Saved data entries:
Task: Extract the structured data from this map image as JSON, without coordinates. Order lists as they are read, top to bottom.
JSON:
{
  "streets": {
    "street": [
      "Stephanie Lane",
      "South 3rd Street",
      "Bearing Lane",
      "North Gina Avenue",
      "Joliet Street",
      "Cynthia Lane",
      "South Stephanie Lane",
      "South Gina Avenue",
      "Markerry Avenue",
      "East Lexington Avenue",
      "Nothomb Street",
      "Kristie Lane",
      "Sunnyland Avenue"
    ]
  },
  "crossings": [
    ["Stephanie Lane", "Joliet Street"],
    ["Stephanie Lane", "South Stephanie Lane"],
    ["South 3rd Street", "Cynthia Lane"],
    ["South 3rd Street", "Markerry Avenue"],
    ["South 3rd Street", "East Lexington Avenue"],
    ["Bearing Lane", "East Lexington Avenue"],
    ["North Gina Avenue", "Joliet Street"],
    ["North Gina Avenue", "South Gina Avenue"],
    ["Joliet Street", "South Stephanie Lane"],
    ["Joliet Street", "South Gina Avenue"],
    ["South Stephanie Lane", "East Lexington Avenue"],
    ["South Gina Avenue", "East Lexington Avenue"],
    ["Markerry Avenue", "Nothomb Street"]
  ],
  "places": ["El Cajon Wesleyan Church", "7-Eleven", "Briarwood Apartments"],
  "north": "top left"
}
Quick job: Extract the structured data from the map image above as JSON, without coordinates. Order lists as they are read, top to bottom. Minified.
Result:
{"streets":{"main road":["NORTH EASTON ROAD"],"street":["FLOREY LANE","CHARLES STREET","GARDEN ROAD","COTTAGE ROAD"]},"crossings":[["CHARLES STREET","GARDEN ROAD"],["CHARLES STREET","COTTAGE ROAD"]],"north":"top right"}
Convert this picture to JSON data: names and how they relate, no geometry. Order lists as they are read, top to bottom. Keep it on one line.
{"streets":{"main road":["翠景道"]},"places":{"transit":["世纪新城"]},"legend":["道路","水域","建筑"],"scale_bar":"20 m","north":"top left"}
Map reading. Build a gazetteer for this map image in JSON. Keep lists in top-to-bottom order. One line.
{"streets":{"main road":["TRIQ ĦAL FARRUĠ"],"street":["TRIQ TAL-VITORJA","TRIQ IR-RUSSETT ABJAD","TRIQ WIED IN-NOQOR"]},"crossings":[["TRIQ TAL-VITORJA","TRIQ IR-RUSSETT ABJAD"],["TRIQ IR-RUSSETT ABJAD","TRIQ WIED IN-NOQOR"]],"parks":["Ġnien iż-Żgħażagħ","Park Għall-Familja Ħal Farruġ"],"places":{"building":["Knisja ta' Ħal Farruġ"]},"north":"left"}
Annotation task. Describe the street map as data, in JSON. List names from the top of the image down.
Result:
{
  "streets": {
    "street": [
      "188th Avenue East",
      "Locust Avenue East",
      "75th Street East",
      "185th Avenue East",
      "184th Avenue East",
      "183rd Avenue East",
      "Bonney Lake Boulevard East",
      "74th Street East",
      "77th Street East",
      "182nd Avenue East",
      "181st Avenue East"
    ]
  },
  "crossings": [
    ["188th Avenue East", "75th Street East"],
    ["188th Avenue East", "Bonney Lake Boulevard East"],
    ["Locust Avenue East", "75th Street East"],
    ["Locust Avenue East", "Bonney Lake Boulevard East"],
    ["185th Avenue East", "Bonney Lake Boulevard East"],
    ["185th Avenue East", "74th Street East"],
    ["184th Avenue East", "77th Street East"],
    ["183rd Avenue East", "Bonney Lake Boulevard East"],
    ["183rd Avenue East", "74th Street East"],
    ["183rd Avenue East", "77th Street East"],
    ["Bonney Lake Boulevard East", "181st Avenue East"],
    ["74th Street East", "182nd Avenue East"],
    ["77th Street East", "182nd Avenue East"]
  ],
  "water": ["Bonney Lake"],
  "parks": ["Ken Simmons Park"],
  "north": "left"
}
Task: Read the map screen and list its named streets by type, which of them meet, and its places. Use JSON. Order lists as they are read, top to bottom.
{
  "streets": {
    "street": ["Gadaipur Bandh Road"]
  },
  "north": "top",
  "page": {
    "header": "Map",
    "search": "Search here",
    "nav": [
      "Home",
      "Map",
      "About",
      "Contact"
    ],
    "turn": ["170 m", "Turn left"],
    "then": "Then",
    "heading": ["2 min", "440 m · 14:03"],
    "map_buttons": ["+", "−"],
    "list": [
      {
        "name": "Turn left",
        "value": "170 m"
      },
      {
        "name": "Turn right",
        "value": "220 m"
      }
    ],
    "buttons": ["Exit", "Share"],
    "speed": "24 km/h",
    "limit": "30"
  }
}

Assignment.
Find the word "coordinates" in the records. Copy every line it appears in.

Output of the task.
Task: Extract the structured data from this map image as JSON, without coordinates. Order lists as they are read, top to bottom.
Quick job: Extract the structured data from the map image above as JSON, without coordinates. Order lists as they are read, top to bottom. Minified.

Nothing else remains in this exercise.